337W Poster - Quantitative Genetics
Wednesday June 08, 9:15 PM - 10:00 PM

Assessing the impacts of single-end and paired-end RNA-seq on gene expression estimates and eQTL detection.


Authors:
Sam Ardery 1; Selcan Aydin 1; Daniel A. Skelly 1; Matthew Pankratz 2; Devin K. Porter 2; Ted Choi 2; Laura G. Reinholdt 1; Christopher L. Baker 1; Gary A. Churchill 1; Steven C. Munger 1

Affiliations:
1) The Jackson Laboratory, Bar Harbor, ME; 2) Predictive Biology, Inc., Carlsbad, CA

Keywords:
Complex traits

Short read RNA sequencing (RNA-seq) has become the prevailing method for quantifying gene expression levels genome-wide. The most common RNA-seq platforms sequence 75-100bp reads from one or both ends of RNA fragments, termed single-end (SE) or paired-end (PE), respectively. While SE and PE reads yield similar expression estimates for most genes in isogenic samples, for the subset of genes that do differ substantially, PE reads have generally been found to yield more accurate estimates owing to better alignment specificity. However, this finding has not been verified in genetically diverse samples nor is it clear how these differences affect our ability to detect expression quantitative trait loci (eQTLs). To address these questions, we analyzed a large 2x75bp PE RNA-seq dataset from 185 genetically diverse mouse embryonic stem cell lines (mESCs). We compared gene-level estimates of transcript abundance from aligning just the forward reads (SE) to those from the full paired read (PE) alignments, and then used both expression values along with mESC genotyping data to map eQTLs. We identified nearly 1,500 genes as expressed in one of the analyses but not the other (1,065 in SE, 427 in PE), and gene annotation showed that the SE list was overrepresented for pseudogenes while the PE list was overrepresented for protein-coding genes. Analysis of uniquely aligning reads in the SE data show that many are likely transcribed from protein coding genes but misalign to pseudogenes, a problem exacerbated by the high genetic diversity in the mESC lines.
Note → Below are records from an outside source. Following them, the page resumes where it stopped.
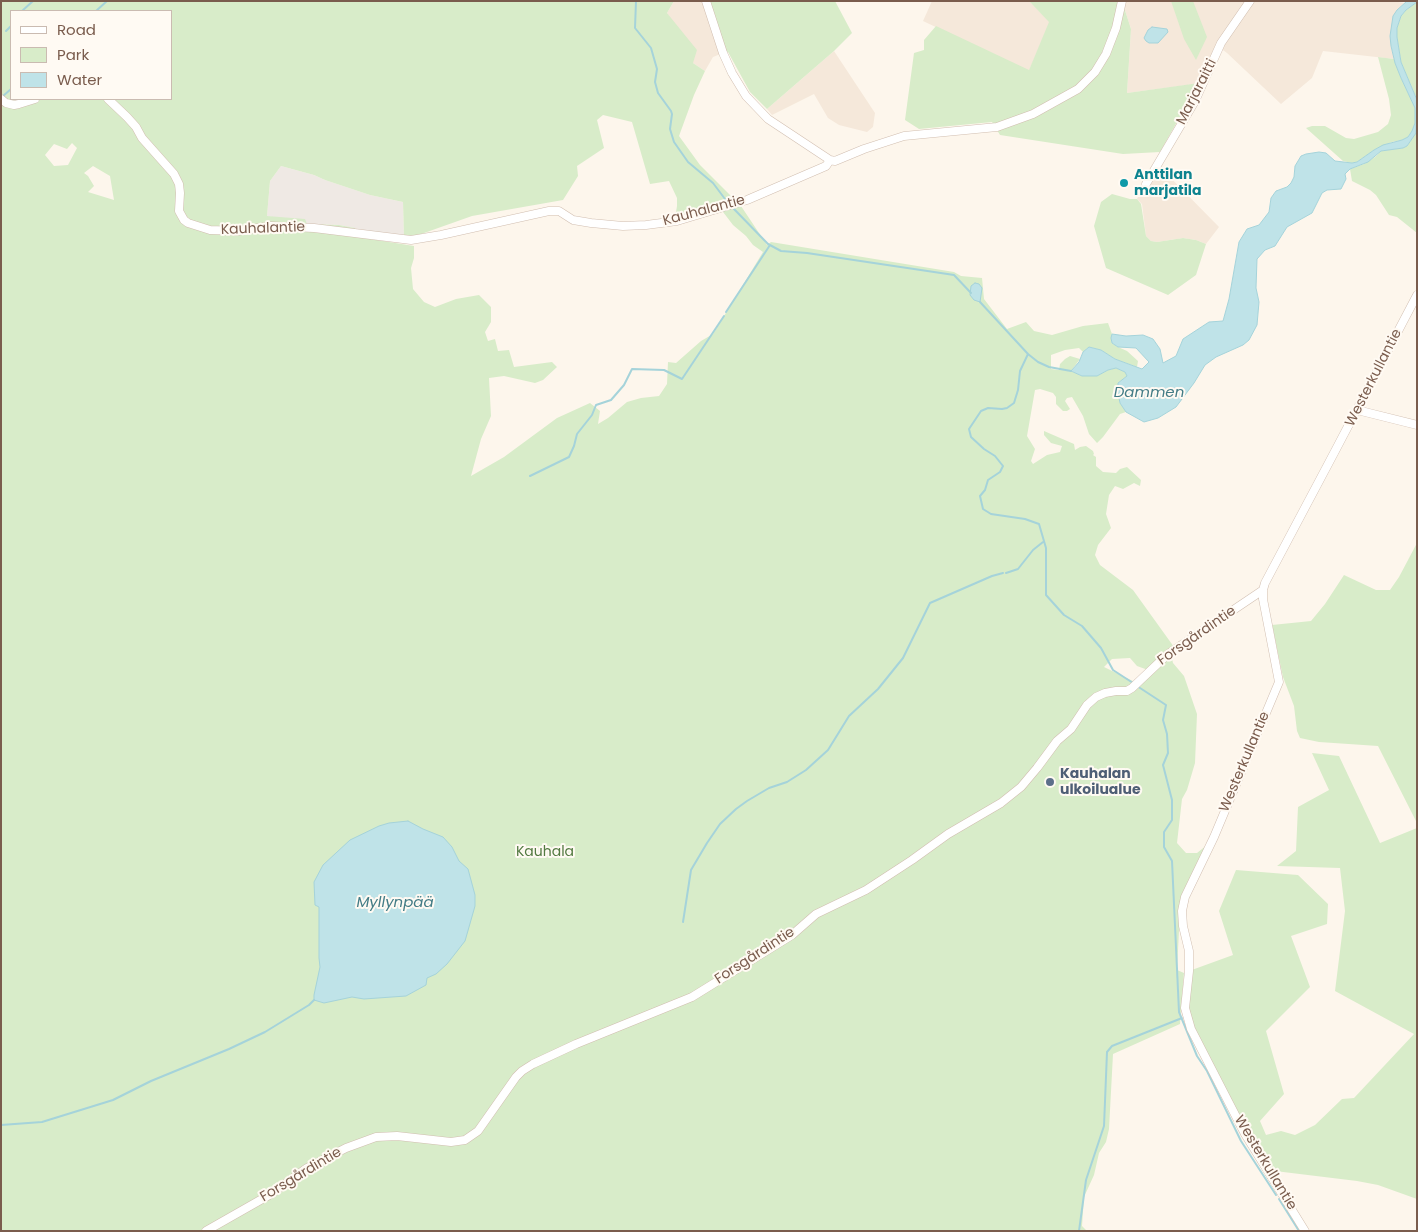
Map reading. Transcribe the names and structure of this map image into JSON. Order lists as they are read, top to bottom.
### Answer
{
  "streets": {
    "street": [
      "Marjaraitti",
      "Kauhalantie",
      "Westerkullantie",
      "Forsgårdintie"
    ]
  },
  "crossings": [
    ["Westerkullantie", "Forsgårdintie"]
  ],
  "water": ["Dammen", "Myllynpää"],
  "parks": ["Kauhala"],
  "places": ["Anttilan marjatila", "Kauhalan ulkoilualue"],
  "legend": ["Road", "Park", "Water"]
}
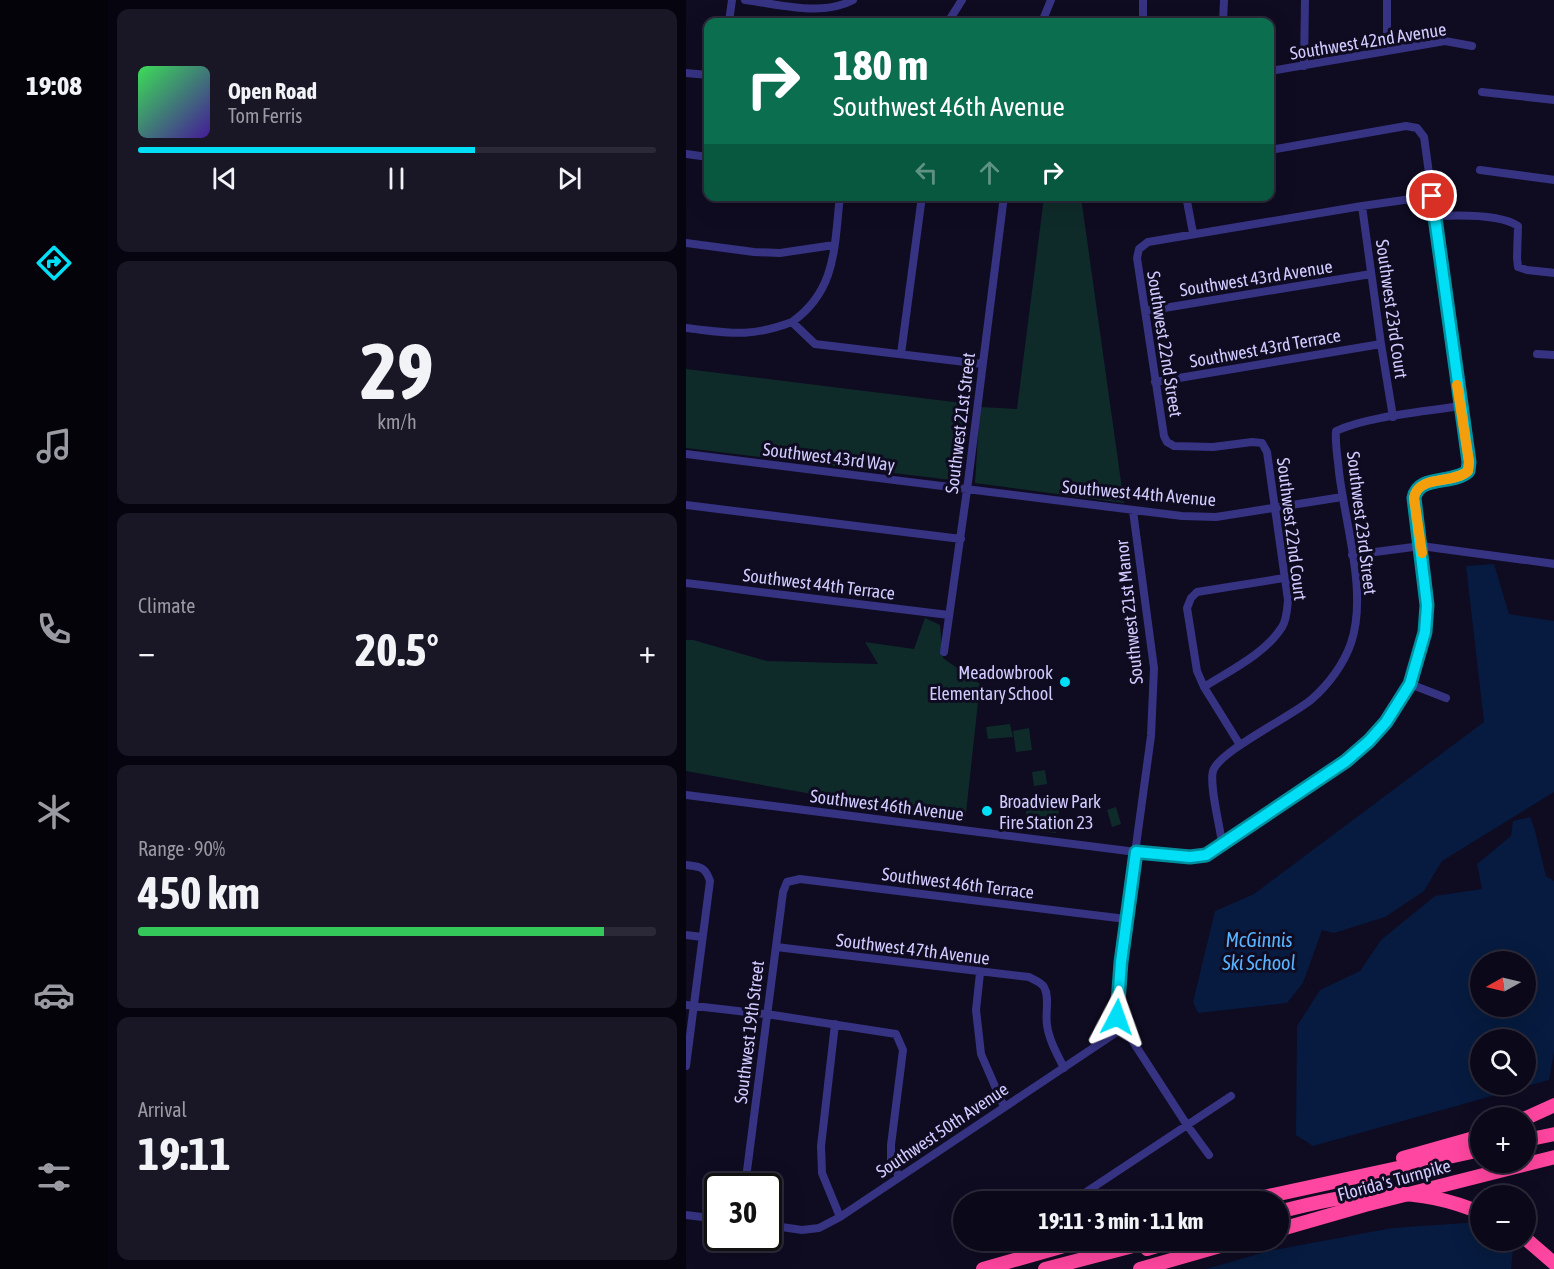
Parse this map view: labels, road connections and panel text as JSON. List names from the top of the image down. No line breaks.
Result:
{"streets":{"highway":["Florida's Turnpike"],"street":["Southwest 42nd Avenue","Southwest 43rd Avenue","Southwest 23rd Court","Southwest 22nd Street","Southwest 43rd Terrace","Southwest 21st Street","Southwest 43rd Way","Southwest 44th Avenue","Southwest 23rd Street","Southwest 22nd Court","Southwest 44th Terrace","Southwest 21st Manor","Southwest 46th Avenue","Southwest 46th Terrace","Southwest 47th Avenue","Southwest 19th Street","Southwest 50th Avenue"]},"crossings":[["Southwest 43rd Avenue","Southwest 23rd Court"],["Southwest 43rd Avenue","Southwest 22nd Street"],["Southwest 23rd Court","Southwest 43rd Terrace"],["Southwest 23rd Court","Southwest 23rd Street"],["Southwest 22nd Street","Southwest 43rd Terrace"],["Southwest 22nd Street","Southwest 22nd Court"],["Southwest 21st Street","Southwest 43rd Way"],["Southwest 21st Street","Southwest 44th Avenue"],["Southwest 21st Street","Southwest 44th Terrace"],["Southwest 43rd Way","Southwest 44th Avenue"],["Southwest 44th Avenue","Southwest 23rd Street"],["Southwest 44th Avenue","Southwest 22nd Court"],["Southwest 44th Avenue","Southwest 21st Manor"],["Southwest 21st Manor","Southwest 46th Avenue"],["Southwest 21st Manor","Southwest 46th Terrace"],["Southwest 21st Manor","Southwest 50th Avenue"],["Southwest 46th Terrace","Southwest 19th Street"],["Southwest 47th Avenue","Southwest 19th Street"],["Southwest 47th Avenue","Southwest 50th Avenue"]],"water":["McGinnis Ski School"],"places":["Meadowbrook Elementary School","Broadview Park Fire Station 23"],"north":"left","page":{"tabs":"19:08","turn":["180 m","Southwest 46th Avenue"],"song":["Open Road","Tom Ferris"],"tile":[["29","km/h"],"Climate",["Range · 90%","450 km"],["Arrival","19:11"]],"heat":["−","20.5°","+"],"map_buttons":["+","−"],"limit":"30","trip":"19:11 · 3 min · 1.1 km"}}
These alignment errors appear to affect eQTL detection in two related ways by causing spurious genetic signals (false positive) and missing real genetic signals (false negative). Importantly, by limiting spurious read alignment to pseudogenes and correctly assigning more reads to protein coding genes, PE sequencing results in fewer false positive eQTLs for pseudogenes and fewer false negative eQTLs for protein coding genes, and in so doing provides a more accurate understanding of gene regulatory variation compared to SE RNA-seq. Future efforts will be focused on improving SE expression estimates using alternative read aligners or alignment strategies. We recommend that researchers use PE RNA-seq in eQTL mapping studies, especially when using samples with high levels of genetic variance from the reference genome used for alignment.